Patrick Smacchia [MVP C#]

July 2007 - Posts

  • I want non-nullable types in C#4

     
    There is no-doubt that the C#2 nullable-types is a cool feature. However I regret that C# don't support the other half of the paradigm: the non-nullable types.

     

    The same way as nullable-types allow null values for value-types, non-nullable types forbid null references for reference types. In the following example the method AcceptNonNullString(string!) takes a non-nullable string as parameter.

     

    static void AcceptNullString(string s) {

       AcceptNonNullString(null); // <- Here the compiler emit an error.

       AcceptNonNullString(s);    // <- Here the compiler emit an error

                                  //    because 's' might be null.

    }

     

    static void AcceptNonNullString(string! s) {

       // Here we have the garantee that the reference 's' is not null.

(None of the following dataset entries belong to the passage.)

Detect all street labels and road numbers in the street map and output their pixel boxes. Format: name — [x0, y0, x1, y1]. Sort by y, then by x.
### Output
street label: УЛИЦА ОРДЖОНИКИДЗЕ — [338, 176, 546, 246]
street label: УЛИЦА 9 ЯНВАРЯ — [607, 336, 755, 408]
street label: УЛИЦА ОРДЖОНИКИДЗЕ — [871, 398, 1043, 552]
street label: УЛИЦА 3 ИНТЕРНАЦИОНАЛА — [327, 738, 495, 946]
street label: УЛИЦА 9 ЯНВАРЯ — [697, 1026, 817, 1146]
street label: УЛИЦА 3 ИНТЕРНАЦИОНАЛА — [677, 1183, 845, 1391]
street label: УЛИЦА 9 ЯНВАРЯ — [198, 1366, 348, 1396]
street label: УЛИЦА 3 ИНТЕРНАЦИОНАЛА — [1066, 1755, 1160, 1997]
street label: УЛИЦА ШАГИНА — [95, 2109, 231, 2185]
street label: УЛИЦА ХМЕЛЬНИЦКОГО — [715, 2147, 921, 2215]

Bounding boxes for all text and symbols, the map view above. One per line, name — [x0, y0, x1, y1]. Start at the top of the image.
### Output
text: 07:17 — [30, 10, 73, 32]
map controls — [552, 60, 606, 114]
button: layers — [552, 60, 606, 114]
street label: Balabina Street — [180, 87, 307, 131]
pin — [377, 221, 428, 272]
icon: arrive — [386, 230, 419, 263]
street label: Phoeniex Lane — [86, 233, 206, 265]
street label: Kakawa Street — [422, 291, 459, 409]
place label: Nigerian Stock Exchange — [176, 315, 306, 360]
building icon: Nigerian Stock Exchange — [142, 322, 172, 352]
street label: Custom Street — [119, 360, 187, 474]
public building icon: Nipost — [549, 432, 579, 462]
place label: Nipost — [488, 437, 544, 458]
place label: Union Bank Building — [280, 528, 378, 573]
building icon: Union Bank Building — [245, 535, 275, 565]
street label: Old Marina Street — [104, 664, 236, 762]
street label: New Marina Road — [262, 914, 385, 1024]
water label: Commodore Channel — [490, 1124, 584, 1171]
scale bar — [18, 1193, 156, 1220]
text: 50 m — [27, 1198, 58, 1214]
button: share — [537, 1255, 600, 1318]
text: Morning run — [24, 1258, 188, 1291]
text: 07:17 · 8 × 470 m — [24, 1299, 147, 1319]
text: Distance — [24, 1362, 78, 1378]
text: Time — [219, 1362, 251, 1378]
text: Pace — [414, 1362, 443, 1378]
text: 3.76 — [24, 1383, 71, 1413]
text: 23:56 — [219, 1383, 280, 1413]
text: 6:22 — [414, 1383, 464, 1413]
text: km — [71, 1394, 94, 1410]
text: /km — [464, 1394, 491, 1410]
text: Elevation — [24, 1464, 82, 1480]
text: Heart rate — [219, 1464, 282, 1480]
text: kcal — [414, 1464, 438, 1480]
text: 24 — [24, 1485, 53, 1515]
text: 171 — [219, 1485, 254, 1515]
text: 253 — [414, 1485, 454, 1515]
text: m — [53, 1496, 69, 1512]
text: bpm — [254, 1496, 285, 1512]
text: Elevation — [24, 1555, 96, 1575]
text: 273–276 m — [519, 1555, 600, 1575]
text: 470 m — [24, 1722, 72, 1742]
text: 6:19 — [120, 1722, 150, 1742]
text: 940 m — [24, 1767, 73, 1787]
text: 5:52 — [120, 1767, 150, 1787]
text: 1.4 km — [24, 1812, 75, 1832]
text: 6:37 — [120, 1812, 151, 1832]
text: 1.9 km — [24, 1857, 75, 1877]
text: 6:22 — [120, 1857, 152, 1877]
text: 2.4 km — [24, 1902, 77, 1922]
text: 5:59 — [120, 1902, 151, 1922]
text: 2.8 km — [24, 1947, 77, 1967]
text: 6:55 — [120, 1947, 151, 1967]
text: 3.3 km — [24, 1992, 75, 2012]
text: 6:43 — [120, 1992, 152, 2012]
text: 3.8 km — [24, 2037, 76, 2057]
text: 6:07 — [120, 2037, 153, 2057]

       int length = s.Length;

    }

     

    The ! syntax comes from the an extension of C# named Spec# . I think it is an elegant and concise syntax that allows to get rid of a problem programmers face every day: NullReferenceException. This power comes at a cost. There exist some cases where the compiler should be tweaked in order to ensure the non-nullable condition, for example:

    • ·         There is problem to check non-nullable instance fields:

          public class Foo {

              string! m_String;

              public Foo(string! s) {

                  // Here the compiler must understand that m_String

                  // hasn't been assigned yet and is null.

                  int length = m_String.Length;

                  m_String = s;

             }

          }

    • ·          There is problem to check non-nullable static fields:

          public class Foo {

              static string! s_String;

              static Foo() {

                  // Here the compiler must understand that s_String

                  // hasn't been assigned yet and is null.

                  int length = s_String.Length;

                  s_String = "hello";

             }

          }

    • ·         There is problem to check arrays of non-nullable elements:

          void Method() {

              string![] array = new string![2];

              // Here array[0] and array[1] are null references.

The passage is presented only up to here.